### Assigned task
Copy every record below exactly as it stands.

Top of Recorded information

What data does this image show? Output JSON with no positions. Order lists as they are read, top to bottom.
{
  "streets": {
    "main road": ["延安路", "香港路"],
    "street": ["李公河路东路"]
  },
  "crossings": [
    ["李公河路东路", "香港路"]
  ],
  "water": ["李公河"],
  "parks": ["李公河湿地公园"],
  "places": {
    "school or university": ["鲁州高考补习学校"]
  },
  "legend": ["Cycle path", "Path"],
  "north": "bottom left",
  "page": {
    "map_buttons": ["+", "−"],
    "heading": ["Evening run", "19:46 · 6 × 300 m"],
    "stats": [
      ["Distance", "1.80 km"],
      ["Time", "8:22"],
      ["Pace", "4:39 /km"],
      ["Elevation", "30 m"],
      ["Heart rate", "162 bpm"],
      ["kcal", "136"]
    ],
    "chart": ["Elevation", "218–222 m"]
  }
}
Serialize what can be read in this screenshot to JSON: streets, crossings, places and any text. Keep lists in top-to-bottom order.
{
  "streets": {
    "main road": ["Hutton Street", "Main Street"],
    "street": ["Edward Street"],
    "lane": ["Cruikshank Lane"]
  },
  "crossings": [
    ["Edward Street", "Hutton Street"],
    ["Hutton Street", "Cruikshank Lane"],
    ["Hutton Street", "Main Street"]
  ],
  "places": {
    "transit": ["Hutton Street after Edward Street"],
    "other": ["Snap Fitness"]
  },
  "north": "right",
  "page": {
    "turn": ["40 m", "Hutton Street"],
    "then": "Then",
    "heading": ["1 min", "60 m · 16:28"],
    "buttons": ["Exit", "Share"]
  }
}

Bottom of Recorded information

### Exercise solution
What data does this image show? Output JSON with no positions. Order lists as they are read, top to bottom.
{
  "streets": {
    "main road": ["延安路", "香港路"],
    "street": ["李公河路东路"]
  },
  "crossings": [
    ["李公河路东路", "香港路"]
  ],
  "water": ["李公河"],
  "parks": ["李公河湿地公园"],
  "places": {
    "school or university": ["鲁州高考补习学校"]
  },
  "legend": ["Cycle path", "Path"],
  "north": "bottom left",
  "page": {
    "map_buttons": ["+", "−"],
    "heading": ["Evening run", "19:46 · 6 × 300 m"],
    "stats": [
      ["Distance", "1.80 km"],
      ["Time", "8:22"],
      ["Pace", "4:39 /km"],
      ["Elevation", "30 m"],
      ["Heart rate", "162 bpm"],
      ["kcal", "136"]
    ],
    "chart": ["Elevation", "218–222 m"]
  }
}
Serialize what can be read in this screenshot to JSON: streets, crossings, places and any text. Keep lists in top-to-bottom order.
{
  "streets": {
    "main road": ["Hutton Street", "Main Street"],
    "street": ["Edward Street"],
    "lane": ["Cruikshank Lane"]
  },
  "crossings": [
    ["Edward Street", "Hutton Street"],
    ["Hutton Street", "Cruikshank Lane"],
    ["Hutton Street", "Main Street"]
  ],
  "places": {
    "transit": ["Hutton Street after Edward Street"],
    "other": ["Snap Fitness"]
  },
  "north": "right",
  "page": {
    "turn": ["40 m", "Hutton Street"],
    "then": "Then",
    "heading": ["1 min", "60 m · 16:28"],
    "buttons": ["Exit", "Share"]
  }
}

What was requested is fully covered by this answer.